• THE TASK: In full and without alteration, print the entries that follow.
*** DATA EXTRACTS ***
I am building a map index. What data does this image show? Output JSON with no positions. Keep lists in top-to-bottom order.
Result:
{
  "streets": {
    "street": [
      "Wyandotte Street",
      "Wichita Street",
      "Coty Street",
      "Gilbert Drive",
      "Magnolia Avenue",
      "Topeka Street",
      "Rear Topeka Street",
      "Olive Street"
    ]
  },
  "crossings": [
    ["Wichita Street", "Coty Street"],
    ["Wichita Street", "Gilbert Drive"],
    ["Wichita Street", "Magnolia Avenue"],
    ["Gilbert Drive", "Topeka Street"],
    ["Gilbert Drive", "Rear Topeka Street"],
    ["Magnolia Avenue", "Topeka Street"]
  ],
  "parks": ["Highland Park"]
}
*** End of DATA EXTRACTS ***
• THE ANSWER:
I am building a map index. What data does this image show? Output JSON with no positions. Keep lists in top-to-bottom order.
Result:
{
  "streets": {
    "street": [
      "Wyandotte Street",
      "Wichita Street",
      "Coty Street",
      "Gilbert Drive",
      "Magnolia Avenue",
      "Topeka Street",
      "Rear Topeka Street",
      "Olive Street"
    ]
  },
  "crossings": [
    ["Wichita Street", "Coty Street"],
    ["Wichita Street", "Gilbert Drive"],
    ["Wichita Street", "Magnolia Avenue"],
    ["Gilbert Drive", "Topeka Street"],
    ["Gilbert Drive", "Rear Topeka Street"],
    ["Magnolia Avenue", "Topeka Street"]
  ],
  "parks": ["Highland Park"]
}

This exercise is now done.